Given two identical DOM trees and a node in tree A, return the corresponding node in tree B. Traverse both trees in sync or compute a path index. Complexity: O(n) time, O(h) stack.

What you’ll build / What this tests

This premium javascript coding focuses on Find the Corresponding Node in Twin DOM Trees. You’ll apply dom and tree thinking with intermediate level constraints. The prompt emphasizes Given two identical DOM trees and a node in tree A, return the corresponding node in….

Learning goals

  • Translate the prompt into a clear javascript API signature and return shape.
  • Apply dom, tree, traversal techniques to implement find the corresponding node in twin dom trees.
  • Handle intermediate edge cases without sacrificing readability.
  • Reason about time/space complexity and trade-offs in javascript.

Key decisions to discuss

  • Define the exact input/output contract before coding.
  • Prioritize predictable edge-case handling over micro-optimizations.

Evaluation rubric

  • Correctness: covers required behaviors and edge cases.
  • Clarity: readable structure and predictable control flow.
  • Complexity: avoids unnecessary work for large inputs.
  • API discipline: no mutation of inputs; returns expected shape.
  • Testability: solution is easy to unit test.
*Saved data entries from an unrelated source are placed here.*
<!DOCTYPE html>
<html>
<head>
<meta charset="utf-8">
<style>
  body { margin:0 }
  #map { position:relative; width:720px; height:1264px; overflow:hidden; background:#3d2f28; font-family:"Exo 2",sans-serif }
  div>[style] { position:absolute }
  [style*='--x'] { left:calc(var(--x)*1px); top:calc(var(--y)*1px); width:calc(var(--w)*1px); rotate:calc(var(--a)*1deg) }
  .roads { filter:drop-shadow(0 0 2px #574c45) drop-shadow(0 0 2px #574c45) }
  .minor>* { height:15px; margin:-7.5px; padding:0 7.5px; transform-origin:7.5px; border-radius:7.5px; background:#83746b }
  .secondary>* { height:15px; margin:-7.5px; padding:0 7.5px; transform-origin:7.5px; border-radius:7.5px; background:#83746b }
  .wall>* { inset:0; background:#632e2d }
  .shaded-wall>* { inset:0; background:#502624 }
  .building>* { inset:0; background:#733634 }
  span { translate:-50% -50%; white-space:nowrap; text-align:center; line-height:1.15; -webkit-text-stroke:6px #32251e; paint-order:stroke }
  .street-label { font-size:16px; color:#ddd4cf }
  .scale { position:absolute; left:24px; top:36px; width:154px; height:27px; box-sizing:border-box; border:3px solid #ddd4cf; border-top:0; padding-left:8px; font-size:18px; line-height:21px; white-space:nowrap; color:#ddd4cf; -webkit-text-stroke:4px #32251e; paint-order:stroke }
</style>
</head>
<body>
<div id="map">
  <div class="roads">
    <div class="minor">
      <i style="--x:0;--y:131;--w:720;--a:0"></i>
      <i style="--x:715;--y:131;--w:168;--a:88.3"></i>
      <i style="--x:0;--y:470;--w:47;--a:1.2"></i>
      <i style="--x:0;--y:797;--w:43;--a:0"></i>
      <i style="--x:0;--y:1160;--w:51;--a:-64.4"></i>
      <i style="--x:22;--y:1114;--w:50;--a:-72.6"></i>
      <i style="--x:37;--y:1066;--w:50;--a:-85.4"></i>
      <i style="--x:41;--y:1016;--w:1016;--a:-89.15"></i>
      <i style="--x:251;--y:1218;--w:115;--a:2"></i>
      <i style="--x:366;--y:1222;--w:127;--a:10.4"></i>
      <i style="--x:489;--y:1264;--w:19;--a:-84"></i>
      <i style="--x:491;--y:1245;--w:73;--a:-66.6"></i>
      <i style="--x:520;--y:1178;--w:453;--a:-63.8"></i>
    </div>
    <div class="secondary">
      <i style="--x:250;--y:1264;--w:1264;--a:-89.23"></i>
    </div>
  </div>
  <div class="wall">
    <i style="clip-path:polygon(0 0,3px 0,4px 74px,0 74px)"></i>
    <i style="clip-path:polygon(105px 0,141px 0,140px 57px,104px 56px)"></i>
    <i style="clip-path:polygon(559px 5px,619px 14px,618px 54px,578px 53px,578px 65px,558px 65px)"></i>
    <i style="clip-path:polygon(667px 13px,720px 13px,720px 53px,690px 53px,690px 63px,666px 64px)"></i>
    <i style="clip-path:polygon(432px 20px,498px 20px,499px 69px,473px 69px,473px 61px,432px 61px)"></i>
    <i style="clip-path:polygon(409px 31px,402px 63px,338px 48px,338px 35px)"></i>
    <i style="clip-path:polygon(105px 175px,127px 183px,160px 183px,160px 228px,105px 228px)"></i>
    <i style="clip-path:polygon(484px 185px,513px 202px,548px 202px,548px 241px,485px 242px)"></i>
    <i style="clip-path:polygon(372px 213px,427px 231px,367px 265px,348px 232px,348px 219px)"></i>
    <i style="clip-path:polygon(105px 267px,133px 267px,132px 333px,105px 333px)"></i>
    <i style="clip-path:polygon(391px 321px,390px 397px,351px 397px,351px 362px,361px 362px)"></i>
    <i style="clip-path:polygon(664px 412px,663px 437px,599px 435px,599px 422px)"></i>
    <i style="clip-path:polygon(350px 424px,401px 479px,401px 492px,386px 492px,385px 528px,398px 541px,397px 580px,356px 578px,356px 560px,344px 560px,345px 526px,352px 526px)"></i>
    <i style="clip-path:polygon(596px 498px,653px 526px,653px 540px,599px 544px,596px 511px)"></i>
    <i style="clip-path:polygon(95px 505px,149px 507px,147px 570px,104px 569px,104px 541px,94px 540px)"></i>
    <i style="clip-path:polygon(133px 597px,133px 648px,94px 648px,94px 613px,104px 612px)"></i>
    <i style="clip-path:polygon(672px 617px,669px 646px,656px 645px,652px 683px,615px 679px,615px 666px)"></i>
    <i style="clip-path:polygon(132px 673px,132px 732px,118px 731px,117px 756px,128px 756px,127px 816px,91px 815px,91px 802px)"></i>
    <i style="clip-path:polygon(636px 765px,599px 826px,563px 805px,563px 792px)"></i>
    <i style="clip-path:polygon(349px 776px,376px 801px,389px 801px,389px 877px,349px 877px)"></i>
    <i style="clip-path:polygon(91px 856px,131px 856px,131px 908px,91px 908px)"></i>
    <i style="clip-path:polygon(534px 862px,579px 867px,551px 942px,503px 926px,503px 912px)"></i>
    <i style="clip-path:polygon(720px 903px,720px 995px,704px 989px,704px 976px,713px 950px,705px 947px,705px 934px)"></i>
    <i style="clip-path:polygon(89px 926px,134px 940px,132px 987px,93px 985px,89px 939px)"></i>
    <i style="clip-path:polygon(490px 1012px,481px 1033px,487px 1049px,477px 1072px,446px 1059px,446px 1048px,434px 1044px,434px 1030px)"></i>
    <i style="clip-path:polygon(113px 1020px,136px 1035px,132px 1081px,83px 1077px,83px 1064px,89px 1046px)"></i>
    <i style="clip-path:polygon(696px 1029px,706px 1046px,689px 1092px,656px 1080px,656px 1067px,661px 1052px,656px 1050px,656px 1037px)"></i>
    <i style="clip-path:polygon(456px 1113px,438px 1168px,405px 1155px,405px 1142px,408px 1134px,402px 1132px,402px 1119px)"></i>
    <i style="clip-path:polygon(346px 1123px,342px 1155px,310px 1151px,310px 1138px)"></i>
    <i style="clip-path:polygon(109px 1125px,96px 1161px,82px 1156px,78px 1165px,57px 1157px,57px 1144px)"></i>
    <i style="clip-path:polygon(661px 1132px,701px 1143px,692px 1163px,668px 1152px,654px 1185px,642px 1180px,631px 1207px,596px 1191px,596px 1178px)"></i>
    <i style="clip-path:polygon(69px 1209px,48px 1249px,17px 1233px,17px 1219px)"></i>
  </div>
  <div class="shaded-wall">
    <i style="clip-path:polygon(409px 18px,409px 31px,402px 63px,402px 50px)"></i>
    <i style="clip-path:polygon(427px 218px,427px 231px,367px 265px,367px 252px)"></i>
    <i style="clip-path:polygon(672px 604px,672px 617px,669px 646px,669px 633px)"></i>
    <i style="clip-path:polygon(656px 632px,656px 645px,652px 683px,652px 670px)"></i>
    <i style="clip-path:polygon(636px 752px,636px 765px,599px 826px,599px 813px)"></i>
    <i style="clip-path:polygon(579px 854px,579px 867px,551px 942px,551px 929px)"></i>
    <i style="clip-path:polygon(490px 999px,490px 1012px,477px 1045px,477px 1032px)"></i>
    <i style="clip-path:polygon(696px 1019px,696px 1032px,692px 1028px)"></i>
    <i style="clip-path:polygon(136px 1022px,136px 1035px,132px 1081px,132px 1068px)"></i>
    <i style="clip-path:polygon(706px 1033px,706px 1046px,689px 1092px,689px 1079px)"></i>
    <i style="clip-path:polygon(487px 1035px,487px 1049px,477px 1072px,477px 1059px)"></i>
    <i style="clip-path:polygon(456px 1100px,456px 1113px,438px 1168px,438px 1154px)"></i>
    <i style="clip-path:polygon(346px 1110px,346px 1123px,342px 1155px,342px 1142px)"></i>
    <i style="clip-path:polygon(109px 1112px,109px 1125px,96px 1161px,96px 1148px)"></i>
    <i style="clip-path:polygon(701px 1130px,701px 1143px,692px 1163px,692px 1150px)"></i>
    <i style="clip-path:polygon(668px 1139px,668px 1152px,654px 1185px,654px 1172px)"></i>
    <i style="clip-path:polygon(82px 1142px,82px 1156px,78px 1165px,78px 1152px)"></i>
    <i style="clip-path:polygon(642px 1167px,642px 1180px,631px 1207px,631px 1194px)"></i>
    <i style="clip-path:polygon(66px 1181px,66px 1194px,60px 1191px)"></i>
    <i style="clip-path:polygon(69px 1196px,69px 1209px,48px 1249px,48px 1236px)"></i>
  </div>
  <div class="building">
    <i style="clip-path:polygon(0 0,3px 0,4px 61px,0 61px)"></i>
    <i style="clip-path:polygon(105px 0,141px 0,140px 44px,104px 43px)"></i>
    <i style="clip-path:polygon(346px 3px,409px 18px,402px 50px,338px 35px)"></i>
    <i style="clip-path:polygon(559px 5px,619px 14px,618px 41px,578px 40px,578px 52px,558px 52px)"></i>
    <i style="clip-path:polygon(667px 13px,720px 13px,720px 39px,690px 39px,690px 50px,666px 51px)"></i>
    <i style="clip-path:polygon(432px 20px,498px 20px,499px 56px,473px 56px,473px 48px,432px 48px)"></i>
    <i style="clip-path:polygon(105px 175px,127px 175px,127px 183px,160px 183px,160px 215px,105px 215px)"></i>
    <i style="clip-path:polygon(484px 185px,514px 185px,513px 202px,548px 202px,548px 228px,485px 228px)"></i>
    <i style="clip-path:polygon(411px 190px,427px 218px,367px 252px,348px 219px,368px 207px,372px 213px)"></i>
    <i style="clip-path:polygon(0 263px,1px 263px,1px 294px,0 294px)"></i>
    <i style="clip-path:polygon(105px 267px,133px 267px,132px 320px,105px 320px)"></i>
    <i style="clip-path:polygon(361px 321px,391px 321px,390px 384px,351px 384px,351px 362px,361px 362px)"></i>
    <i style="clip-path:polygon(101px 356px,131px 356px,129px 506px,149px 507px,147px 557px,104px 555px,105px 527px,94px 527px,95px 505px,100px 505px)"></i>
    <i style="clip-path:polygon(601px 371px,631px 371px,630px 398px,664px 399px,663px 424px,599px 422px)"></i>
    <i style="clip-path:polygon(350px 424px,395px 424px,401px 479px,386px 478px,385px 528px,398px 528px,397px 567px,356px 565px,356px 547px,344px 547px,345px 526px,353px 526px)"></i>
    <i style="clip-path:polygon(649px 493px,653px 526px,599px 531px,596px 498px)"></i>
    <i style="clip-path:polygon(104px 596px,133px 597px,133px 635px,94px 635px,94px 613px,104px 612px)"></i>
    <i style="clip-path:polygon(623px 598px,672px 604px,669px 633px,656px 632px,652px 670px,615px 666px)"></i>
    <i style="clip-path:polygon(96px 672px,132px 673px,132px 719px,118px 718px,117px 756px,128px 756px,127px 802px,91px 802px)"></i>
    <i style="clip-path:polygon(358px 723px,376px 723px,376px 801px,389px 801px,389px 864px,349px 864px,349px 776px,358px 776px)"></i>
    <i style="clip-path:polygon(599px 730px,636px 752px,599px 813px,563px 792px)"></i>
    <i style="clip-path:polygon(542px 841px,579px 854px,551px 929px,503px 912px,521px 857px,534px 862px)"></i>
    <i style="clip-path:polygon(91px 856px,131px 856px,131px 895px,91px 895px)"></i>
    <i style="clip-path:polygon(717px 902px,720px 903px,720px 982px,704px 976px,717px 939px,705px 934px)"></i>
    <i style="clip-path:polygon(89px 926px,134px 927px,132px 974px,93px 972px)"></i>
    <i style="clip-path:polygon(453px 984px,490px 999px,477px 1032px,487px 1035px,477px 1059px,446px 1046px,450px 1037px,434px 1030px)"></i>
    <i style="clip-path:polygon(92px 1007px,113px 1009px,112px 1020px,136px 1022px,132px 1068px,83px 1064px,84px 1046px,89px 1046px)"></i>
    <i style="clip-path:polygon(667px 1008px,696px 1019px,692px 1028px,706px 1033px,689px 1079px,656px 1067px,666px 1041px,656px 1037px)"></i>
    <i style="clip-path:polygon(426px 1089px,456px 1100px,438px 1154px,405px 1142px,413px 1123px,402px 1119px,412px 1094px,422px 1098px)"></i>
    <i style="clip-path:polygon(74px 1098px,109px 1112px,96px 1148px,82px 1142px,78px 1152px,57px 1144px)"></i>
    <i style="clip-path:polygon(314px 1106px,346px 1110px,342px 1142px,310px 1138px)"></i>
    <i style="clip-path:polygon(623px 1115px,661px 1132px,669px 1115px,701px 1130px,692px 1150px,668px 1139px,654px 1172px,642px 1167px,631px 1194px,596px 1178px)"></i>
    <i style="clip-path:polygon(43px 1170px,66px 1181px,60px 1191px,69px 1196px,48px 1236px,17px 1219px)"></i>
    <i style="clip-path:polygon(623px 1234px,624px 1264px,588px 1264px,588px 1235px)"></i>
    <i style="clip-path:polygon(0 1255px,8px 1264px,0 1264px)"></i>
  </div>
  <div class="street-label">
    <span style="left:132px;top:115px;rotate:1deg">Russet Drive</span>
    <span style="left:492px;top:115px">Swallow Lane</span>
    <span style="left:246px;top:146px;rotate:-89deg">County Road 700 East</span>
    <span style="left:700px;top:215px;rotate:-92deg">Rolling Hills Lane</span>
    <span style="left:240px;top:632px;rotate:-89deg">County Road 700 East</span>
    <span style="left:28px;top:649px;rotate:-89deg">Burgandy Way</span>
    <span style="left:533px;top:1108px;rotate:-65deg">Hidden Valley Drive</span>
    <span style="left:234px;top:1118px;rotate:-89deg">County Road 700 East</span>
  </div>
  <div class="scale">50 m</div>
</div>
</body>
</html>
Constraints / Requirements

  • Avoid deep recursion issues on large inputs.
  • Do not access the real DOM; use the provided node shape.
  • Handle empty or missing inputs without throwing errors.
  • Keep runtime close to linear time where possible.
  • Prefer a pure function: no side effects beyond the return value.

Mini snippet (usage only)

// Example usage
const rootA = /* find the corresponding node in twin dom trees input */;
const rootB = /* config */;
const result = findTwin(rootA, rootB);
console.log(result);

// Edge case check
const empty = rootA && rootB ?? null;
const fallback = findTwin(rootA, rootB);
console.log(fallback);

// Expected: describe output shape, not the implementation
// (no solution code in preview)

Common pitfalls

  • Mutating inputs instead of returning a new value.
  • Skipping edge cases like empty input, duplicates, or nulls.
  • Overlooking time complexity for large inputs.